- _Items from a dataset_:
-*-

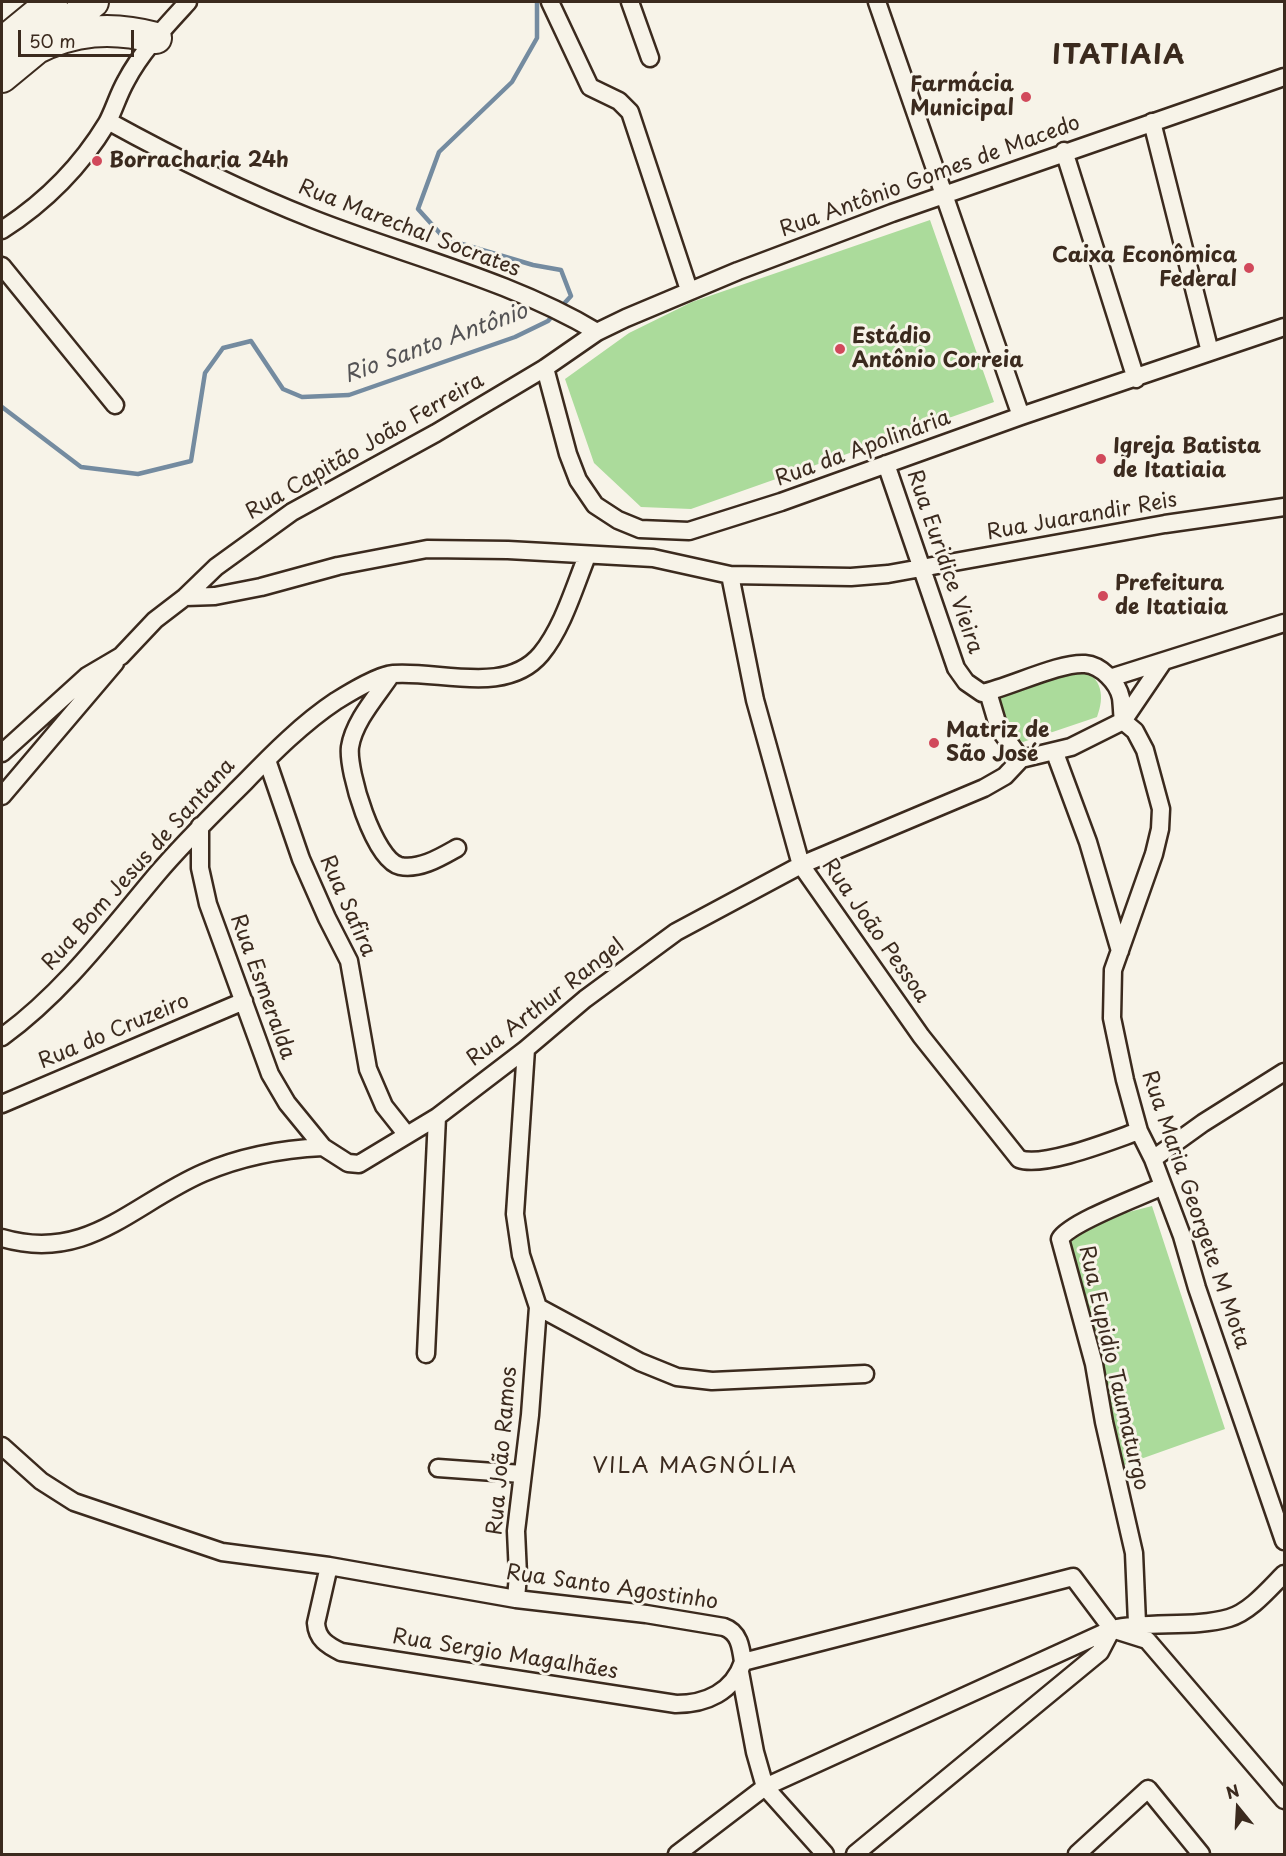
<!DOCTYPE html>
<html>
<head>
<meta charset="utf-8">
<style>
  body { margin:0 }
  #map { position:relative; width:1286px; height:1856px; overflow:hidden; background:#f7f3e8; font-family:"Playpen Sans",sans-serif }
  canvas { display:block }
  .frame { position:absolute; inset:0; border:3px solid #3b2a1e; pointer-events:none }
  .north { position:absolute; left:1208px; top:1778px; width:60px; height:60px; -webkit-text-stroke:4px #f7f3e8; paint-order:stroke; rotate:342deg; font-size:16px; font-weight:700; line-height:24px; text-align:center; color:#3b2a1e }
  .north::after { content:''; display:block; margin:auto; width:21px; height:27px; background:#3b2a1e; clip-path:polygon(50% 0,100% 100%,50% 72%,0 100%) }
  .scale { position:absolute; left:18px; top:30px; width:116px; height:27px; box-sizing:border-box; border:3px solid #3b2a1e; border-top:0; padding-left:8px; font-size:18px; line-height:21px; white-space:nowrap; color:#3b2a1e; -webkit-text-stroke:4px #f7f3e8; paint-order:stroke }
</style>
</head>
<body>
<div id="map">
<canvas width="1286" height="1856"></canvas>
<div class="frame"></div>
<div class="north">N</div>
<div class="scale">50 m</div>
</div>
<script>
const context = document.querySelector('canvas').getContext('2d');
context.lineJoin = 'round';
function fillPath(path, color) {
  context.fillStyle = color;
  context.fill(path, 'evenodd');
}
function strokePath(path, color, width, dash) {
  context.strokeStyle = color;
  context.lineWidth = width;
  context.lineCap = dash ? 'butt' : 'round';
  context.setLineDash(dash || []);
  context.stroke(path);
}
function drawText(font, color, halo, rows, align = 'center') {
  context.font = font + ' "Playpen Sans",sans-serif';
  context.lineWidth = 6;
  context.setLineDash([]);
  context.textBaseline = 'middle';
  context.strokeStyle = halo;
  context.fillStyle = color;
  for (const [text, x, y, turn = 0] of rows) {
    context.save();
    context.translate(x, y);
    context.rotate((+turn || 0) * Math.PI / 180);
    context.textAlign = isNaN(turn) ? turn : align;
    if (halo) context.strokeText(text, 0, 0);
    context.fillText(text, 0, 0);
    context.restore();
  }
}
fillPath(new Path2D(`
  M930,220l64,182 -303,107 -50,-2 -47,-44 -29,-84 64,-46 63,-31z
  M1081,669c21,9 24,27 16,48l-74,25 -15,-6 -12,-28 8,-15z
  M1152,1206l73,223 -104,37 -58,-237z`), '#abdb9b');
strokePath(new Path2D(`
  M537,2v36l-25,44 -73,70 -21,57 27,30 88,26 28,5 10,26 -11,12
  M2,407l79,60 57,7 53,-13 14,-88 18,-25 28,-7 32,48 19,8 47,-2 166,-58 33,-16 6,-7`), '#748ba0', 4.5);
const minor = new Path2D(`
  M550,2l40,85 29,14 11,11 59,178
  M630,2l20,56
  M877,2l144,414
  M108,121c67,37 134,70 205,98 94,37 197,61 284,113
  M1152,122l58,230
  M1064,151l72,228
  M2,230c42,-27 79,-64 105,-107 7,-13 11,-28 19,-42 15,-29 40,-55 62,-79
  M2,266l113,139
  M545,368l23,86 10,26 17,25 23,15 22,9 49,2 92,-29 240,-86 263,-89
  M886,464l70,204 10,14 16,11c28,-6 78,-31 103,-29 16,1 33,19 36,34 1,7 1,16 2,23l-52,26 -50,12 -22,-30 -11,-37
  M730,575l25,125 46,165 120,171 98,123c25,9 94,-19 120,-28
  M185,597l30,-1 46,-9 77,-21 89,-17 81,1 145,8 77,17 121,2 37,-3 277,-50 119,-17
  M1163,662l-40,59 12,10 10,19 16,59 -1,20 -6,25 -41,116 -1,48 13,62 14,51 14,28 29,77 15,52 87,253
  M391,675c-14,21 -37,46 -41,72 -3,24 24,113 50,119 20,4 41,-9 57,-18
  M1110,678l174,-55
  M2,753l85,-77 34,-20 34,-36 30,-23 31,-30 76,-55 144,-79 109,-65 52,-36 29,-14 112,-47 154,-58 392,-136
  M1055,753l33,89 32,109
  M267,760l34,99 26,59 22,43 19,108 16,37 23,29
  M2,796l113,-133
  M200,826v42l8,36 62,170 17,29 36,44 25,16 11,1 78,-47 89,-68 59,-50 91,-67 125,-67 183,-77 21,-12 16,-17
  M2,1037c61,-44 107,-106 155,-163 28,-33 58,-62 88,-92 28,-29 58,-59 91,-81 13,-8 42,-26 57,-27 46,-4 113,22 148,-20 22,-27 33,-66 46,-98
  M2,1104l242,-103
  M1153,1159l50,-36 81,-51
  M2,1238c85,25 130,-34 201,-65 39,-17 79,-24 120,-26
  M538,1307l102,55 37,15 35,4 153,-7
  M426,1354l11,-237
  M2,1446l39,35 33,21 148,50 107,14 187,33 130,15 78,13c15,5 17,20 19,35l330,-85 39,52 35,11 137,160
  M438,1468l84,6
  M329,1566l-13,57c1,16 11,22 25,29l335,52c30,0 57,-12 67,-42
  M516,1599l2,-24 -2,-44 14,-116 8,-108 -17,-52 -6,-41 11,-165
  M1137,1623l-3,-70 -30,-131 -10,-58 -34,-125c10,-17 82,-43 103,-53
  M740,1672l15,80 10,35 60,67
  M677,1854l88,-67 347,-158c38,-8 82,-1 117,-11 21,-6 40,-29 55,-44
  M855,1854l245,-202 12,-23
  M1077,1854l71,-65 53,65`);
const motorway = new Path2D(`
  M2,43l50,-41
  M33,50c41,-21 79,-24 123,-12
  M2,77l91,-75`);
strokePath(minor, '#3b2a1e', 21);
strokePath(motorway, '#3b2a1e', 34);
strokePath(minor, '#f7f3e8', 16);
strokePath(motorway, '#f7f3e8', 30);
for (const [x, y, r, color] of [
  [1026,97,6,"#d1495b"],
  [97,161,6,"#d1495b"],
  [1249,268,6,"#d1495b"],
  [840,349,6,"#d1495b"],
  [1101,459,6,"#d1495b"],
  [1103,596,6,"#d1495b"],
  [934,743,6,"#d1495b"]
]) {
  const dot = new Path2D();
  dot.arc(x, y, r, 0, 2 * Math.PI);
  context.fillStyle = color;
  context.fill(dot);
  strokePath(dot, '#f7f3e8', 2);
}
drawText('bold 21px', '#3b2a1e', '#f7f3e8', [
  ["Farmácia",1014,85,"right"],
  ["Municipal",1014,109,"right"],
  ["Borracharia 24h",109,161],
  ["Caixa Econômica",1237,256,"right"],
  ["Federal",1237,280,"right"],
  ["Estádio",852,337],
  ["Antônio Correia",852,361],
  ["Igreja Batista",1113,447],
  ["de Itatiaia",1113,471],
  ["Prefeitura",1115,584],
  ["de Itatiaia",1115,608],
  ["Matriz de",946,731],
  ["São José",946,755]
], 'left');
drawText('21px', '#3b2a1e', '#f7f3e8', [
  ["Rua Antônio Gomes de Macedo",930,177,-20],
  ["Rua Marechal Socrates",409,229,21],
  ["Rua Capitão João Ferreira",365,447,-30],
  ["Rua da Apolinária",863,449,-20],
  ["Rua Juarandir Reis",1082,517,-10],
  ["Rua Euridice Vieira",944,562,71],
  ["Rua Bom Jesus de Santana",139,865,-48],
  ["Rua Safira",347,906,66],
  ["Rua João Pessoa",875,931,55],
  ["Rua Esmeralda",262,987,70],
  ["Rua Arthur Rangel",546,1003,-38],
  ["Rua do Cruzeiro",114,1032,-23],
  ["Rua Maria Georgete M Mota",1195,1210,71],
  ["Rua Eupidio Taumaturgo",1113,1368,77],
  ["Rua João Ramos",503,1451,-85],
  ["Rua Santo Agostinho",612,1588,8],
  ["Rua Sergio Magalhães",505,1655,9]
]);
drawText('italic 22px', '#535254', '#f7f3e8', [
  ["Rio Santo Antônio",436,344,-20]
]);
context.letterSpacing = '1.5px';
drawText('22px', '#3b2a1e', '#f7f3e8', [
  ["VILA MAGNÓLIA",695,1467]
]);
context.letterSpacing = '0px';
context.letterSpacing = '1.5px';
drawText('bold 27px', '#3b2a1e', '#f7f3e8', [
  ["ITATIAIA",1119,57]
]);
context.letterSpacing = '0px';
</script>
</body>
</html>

-*-

- _What is expected_: Take the entries above and copy out all lines with the string "canvas".

- _Result of this exercise_:
  canvas { display:block }
<canvas width="1286" height="1856"></canvas>
const context = document.querySelector('canvas').getContext('2d');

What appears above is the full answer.